Elle parlait vite, avec une effusion de gestes et de paroles, une ardeur de physionomie qui rendait notre entretien des plus dangereux.

— Ainsi voilà qui est convenu, continua-t-elle. Notre bonne et vieille amitié n’a plus rien à craindre. Vous en répondez pour ce qui vous regarde. C’est tout ce que je voulais savoir. Il faut qu’elle nous suive et qu’elle ne se perde pas dans ce grand Paris, qui, dit-on, disperse tant de bons sentimens et rend oublieux les cœurs les plus droits. Vous savez que M. de Nièvres a l’intention de s’y fixer, au moins pendant les mois d’hiver. Olivier et vous, vous y serez à la fin de l’année. J’emmène avec moi mon père et Julie. J’y marierai ma sœur. Oh ! j’ai pour elle toute sorte d’ambitions, les mêmes à peu près que pour vous, dit-elle en rougissant imperceptiblement.
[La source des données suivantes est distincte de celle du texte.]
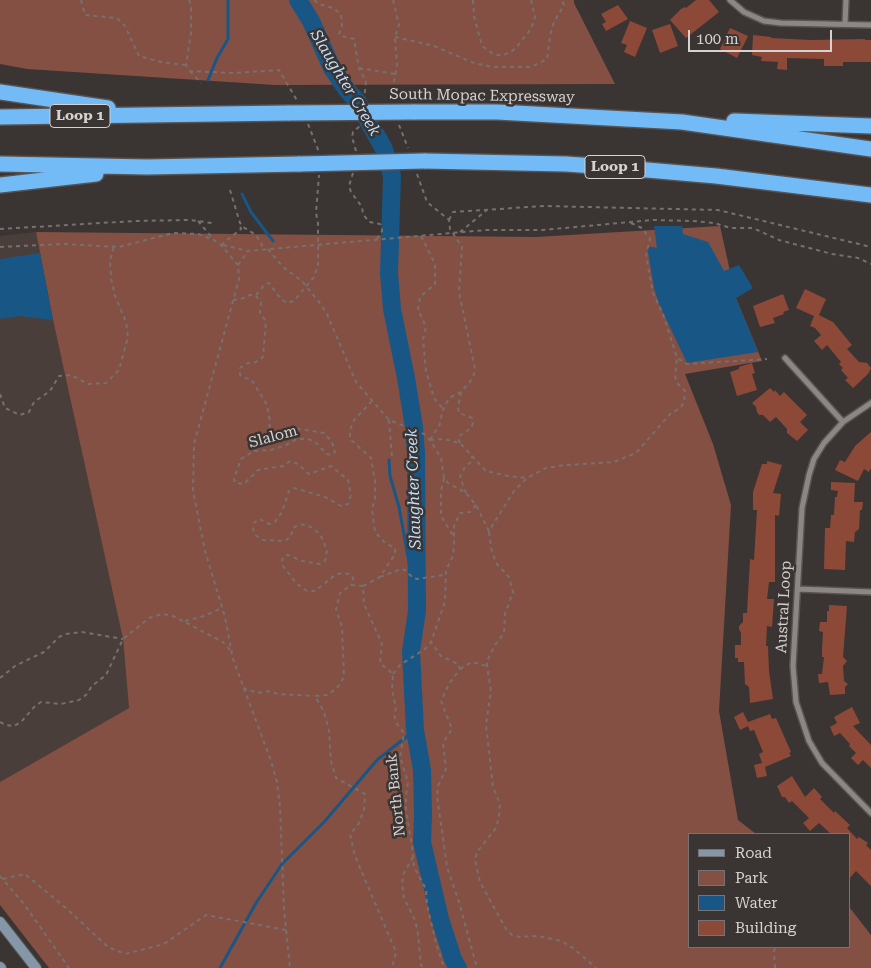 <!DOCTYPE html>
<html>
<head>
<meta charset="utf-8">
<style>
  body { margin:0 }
  #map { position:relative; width:871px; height:968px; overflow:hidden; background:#3a3433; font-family:"Roboto Serif",serif }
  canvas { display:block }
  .legend { position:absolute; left:688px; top:833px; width:162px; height:115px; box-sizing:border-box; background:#3a3433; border:1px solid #787372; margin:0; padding:6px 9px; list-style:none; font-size:15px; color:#d6d2d1 }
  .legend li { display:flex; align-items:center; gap:10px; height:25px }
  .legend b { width:25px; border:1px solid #787372 }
  .scale { position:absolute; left:688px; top:30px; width:144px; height:22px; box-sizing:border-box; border:2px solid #d6d2d1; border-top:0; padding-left:6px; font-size:15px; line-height:18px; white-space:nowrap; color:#d6d2d1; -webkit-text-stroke:4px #3a3433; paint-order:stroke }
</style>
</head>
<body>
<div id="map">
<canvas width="871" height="968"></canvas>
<ul class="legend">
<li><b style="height:6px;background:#8596a6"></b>Road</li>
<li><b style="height:14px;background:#845043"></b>Park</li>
<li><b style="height:14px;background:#185785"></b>Water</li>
<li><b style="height:14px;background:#8d4938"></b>Building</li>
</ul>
<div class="scale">100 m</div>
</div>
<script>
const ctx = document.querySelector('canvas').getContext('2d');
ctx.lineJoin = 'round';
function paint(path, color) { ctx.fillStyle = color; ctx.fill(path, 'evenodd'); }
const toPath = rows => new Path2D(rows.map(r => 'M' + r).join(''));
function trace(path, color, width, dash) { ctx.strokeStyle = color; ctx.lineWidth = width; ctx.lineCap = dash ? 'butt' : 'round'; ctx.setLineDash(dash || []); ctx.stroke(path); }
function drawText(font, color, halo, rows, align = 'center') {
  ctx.font = font + ' "Roboto Serif",serif'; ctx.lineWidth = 5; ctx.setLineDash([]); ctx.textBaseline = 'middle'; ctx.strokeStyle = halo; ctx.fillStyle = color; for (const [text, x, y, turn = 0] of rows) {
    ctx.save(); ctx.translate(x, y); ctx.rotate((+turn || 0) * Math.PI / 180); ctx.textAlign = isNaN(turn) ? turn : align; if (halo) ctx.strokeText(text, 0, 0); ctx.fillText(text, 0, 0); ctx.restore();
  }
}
const built = toPath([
  [36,232,53,320,123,639,129,708,0,782,0,236]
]);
const green = toPath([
  [0,0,574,0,574,3,615,84,275,85,27,69,0,64],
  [720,226,736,298,762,361,685,374,713,444,731,505,719,711,738,820,756,834,690,834,690,947,850,947,850,908,871,935,871,968,49,968,0,905,0,782,129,708,123,639,53,320,36,232,536,237]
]);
const water = toPath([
  [654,226,682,226,683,234,708,242,724,271,739,265,753,288,736,298,758,352,687,363,659,304,654,288,647,246,657,248],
  [40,253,53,320,20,316,0,319,0,259]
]);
const stream = toPath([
  [208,80,217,58,228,39,228,0],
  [242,194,251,212,273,241],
  [389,460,390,476,399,507,410,568,417,571],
  [220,968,256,903,282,864,325,821,377,760,415,730]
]);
const river = toPath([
  [298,0,311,21,332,68,347,90,357,101,384,149,392,176,389,273,392,309,406,378,414,427,416,453,417,611,411,651,415,730,422,770,423,816,422,842,440,919,453,959,458,968]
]);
const building = toPath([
  [696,0,709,0,719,12,686,38,670,20,681,9,685,7,686,8],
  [618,5,628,19,606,31,602,24,606,22,601,14],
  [630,21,647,28,635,57,624,52,627,45,621,43],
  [670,24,678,46,660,53,652,30],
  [730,28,748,36,737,58,720,49],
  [753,35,771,37,771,38,811,40,865,39,865,40,871,40,871,62,843,62,843,66,824,66,824,59,787,58,787,70,777,69,778,62,761,61,762,57,752,55],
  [805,289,826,299,819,315,833,322,852,345,847,349,859,362,867,363,871,368,868,374,853,388,845,380,848,378,841,370,843,368,839,364,841,362,827,345,822,350,814,341,821,335,815,328,810,326,814,316,796,308],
  [783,294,789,310,783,312,784,314,773,318,775,323,760,327,753,306],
  [752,363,755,373,752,374,757,390,737,396,730,372,739,369,739,367],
  [770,388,774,392,775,390,780,396,784,392,807,415,800,422,808,430,797,441,787,433,787,429,776,417,770,422,763,415,759,415,757,412,756,407,752,403],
  [871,432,871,468,869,472,864,469,858,481,835,470,840,460,845,462,855,446],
  [767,461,782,465,773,493,781,494,779,516,775,515,775,582,769,582,767,599,774,599,772,627,767,626,766,646,768,646,769,671,773,699,750,703,749,687,745,684,744,662,738,662,738,658,735,658,735,645,741,645,741,633,739,629,739,626,743,622,743,613,747,613,750,559,754,560,757,510,753,510,753,492,762,464,767,464],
  [831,482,855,483,854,502,863,502,862,510,860,510,859,529,855,532,854,542,846,541,845,570,824,569,825,528,830,528,831,515,834,515,835,497,837,497,838,491,831,490],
  [829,605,847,606,843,657,847,661,843,666,844,681,848,684,845,687,845,694,830,695,828,682,819,683,818,674,822,674,824,657,822,657,822,649,823,632,819,631,820,622,827,622,827,611,829,611],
  [852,707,860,723,853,726,871,745,871,768,863,760,858,765,851,758,856,753,849,746,850,744,840,733,834,736,830,727,837,723,834,717],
  [743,712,748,722,770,714,772,719,776,718,791,752,789,753,791,756,765,767,767,776,757,778,754,765,762,763,759,754,763,752,754,730,750,731,748,726,740,730,734,717],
  [792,776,805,797,814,788,822,797,820,799,834,813,835,811,850,825,847,828,857,839,859,837,868,843,866,845,871,850,871,886,856,871,850,878,850,834,831,834,819,823,810,831,803,823,809,818,792,801,789,803,785,797,782,797,777,786]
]);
const path = toPath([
  [81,0,85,15,117,18,125,26,139,56,161,62,185,65],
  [189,0,191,5,191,33,186,65,190,71,232,73,279,70,298,102],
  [314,0,319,4,333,8,341,14,342,27,339,34,341,36,354,39,359,68,366,82,364,99],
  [393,0,399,25,395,37,397,66,392,92,394,100],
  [473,0,474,16,482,46,492,53,497,55,504,55,515,49,531,29,535,17,531,0],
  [395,37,434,46,474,63,493,67,531,67,547,59,550,36,554,22,564,5,562,0],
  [359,68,395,74],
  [190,71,201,83],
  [308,124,319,152],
  [399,125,408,148],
  [356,151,352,137,353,132,361,125],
  [353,173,349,186,351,192,362,207,363,214,369,222,380,224,382,227,382,231,377,239],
  [417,174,427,202,449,220,450,229,462,247,459,292,475,369,473,378,461,392,449,398,442,412,440,424,430,440],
  [230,190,240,223,243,227,256,235,264,249],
  [449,220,453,212,544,206,718,210,871,247],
  [198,221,214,240],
  [631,223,642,228,650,239,646,255,653,293,663,314,677,358,687,364,767,359],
  [0,229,135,221,190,220,212,223],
  [460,232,487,210],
  [421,236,435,264,435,284,420,297,418,309,426,327,423,339,426,371,434,398,443,409],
  [221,245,241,229,240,225],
  [223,245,248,251,486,230,542,230,653,220,693,221,714,223,731,228,753,228,779,240,832,254,858,258,871,264],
  [0,247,63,244,119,247,173,233,198,234,214,240,221,245,238,265,239,279,194,444,193,491,205,551,225,617,233,659,270,758,277,782,280,807,284,909,290,968],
  [268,249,283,267,302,281,319,302,327,314,356,382,389,420,424,434,430,440,441,458,444,478,448,483,466,493,476,505,489,531,514,491,527,478,546,468,566,465,614,462,636,453,671,413,679,409,684,403,685,391,678,384,675,377,677,358],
  [238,265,248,251],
  [256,295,264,285,269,283,281,299,287,303,294,301,314,277,318,266,318,223,316,213,319,175],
  [233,300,241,299,250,295,255,295,261,302,260,313,266,321,263,357,256,362,248,363,240,368,240,375,245,378,251,379,267,405,270,422,269,432,274,437,294,428,324,433,332,442,335,452,332,455,327,454,315,442,308,439,297,439,286,445,271,450,254,451,241,459,234,479,235,483,244,484,258,470,283,466,290,461,298,464,309,474,331,466,348,480,351,495,348,504,341,506,325,497,294,488,289,491,282,512,275,522,269,524,259,519,254,523,253,529,255,535,263,540,285,541,291,536,293,528,300,524,309,526,320,534,327,550,325,561,320,564,302,561,288,555,284,556,282,560,283,566,296,583,307,591,315,591,335,575,342,573,350,574,353,578,353,583,351,585],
  [0,394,5,408,20,415,29,412,34,402,50,391,59,376,71,375,88,384,106,383,119,370,128,337,126,322,115,296,111,278,110,261,114,246],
  [372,401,354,420,350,430,350,439,371,458,375,481,375,499,372,509,375,532,385,543,395,548,395,554,380,577,363,586,364,604,382,644,380,663,393,674,392,690,396,708,394,715,397,724,404,733,400,757,408,782,406,795,406,811,412,846,414,867,426,889,427,905,436,943,444,968],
  [389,420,392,457],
  [430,440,443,439,460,443,486,471,508,476,527,478],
  [460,443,458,437,471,428,473,423,472,418,459,413,458,408,461,392],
  [444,478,441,491,441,516,454,537],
  [466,493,460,477,465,467,472,461,472,456],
  [476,505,470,512,460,513,454,526,454,545,453,556,446,570,445,602,431,642,441,656,458,664,460,669,449,684,441,701,452,729,443,743,446,769,438,786,437,796,447,867,459,902,477,968],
  [489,532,491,548,496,563,509,577,513,592,505,614,504,633,495,645,487,661,487,666,491,691,486,725,493,787,500,804,499,816,496,828,477,852,475,860,480,882,506,929,512,935,520,937,538,936,561,941,573,948,596,968],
  [380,577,401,569,405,570,413,578,417,579,444,575],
  [363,586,351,585,340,593,336,609,342,627,344,677,337,688,327,695,315,696,324,712,329,731,331,761,336,778,365,794,364,810,358,825,350,834,355,856,396,952,392,968],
  [185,621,204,616,222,608],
  [460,669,472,662,487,666],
  [393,674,400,665,425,649,431,642],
  [0,678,15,666,44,652,59,637,66,634,82,632,123,639],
  [243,688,258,693,267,691,278,694,314,696],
  [0,722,6,725,14,726,21,722,35,706,41,702,61,704,79,700,86,695,92,686,106,675,123,639,149,618,162,614,173,616,223,642,230,650],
  [413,857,404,873,402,883,404,898,415,920,418,934,421,965,424,968],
  [0,876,24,904,69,968],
  [3,879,25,874,67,909,108,947,125,954,164,944,206,915,286,930],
  [775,968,774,951,776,947]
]);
const street = toPath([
  [730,0,744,12,764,21,781,23,871,25],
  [845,24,846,0],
  [785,358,843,422],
  [871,403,843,422,824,443,814,459,809,475,802,508,793,666,796,702,809,741,822,763,871,813],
  [798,589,871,592]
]);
const secondary = toPath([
  [0,922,36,968],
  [0,967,1,968]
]);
const highway = toPath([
  [0,92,108,108],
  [413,112,497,112,682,122,871,149],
  [0,117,289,113],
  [734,121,871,126],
  [424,161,566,164,624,168,716,176,871,195],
  [0,164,147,167,300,164],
  [0,185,96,174]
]);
const highwayBridge = toPath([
  [289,113,413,112],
  [300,164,424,161]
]);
const shields = [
  [80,116,60],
  [615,167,60]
];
const shieldNames = [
  ["Loop 1",80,116],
  ["Loop 1",615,167]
];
const streetNames = [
  ["South Mopac Expressway",482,96,1],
  ["Slalom",273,437,-15],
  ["Austral Loop",784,607,-87],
  ["North Bank",396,795,-96]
];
const waterNames = [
  ["Slaughter Creek",345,83,59],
  ["Slaughter Creek",414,489,-92]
];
paint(built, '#4a3e3b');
paint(green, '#845043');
paint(water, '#185785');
trace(stream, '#185785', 3);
trace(river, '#185785', 18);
paint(building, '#8d4938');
trace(street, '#575352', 8);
trace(secondary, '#575352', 12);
trace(highway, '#575352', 18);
trace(path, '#76706f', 2, [4, 4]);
trace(street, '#8d8684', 5);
trace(secondary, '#8596a6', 10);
trace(highway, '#72bbf6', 15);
trace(highwayBridge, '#575352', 18, []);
trace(highwayBridge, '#72bbf6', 15);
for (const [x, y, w] of shields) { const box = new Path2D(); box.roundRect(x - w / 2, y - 11.5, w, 23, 4); ctx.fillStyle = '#3a3433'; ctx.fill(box); trace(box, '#d6d2d1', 1); }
drawText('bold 14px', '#d6d2d1', null, shieldNames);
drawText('15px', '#d6d2d1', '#3a3433', streetNames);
drawText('italic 16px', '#bfdffb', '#3a3433', waterNames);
</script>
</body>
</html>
Personne ne connaît Julie. C’est encore un caractère fermé, celui-là : mais moi, je la connais. Et maintenant je vous ai dit, je crois, tout ce que j’avais à vous dire, excepté sur un dernier point que je vous recommande. Veillez sur Olivier. Il a le meilleur cœur du monde ; qu’il en soit économe, et qu’il le réserve pour les grands momens. — Et ceci est mon testament de jeune fille, ajouta-t-elle assez haut pour que M. de Nièvres l’entendît. — Et elle l’invita à se rapprocher.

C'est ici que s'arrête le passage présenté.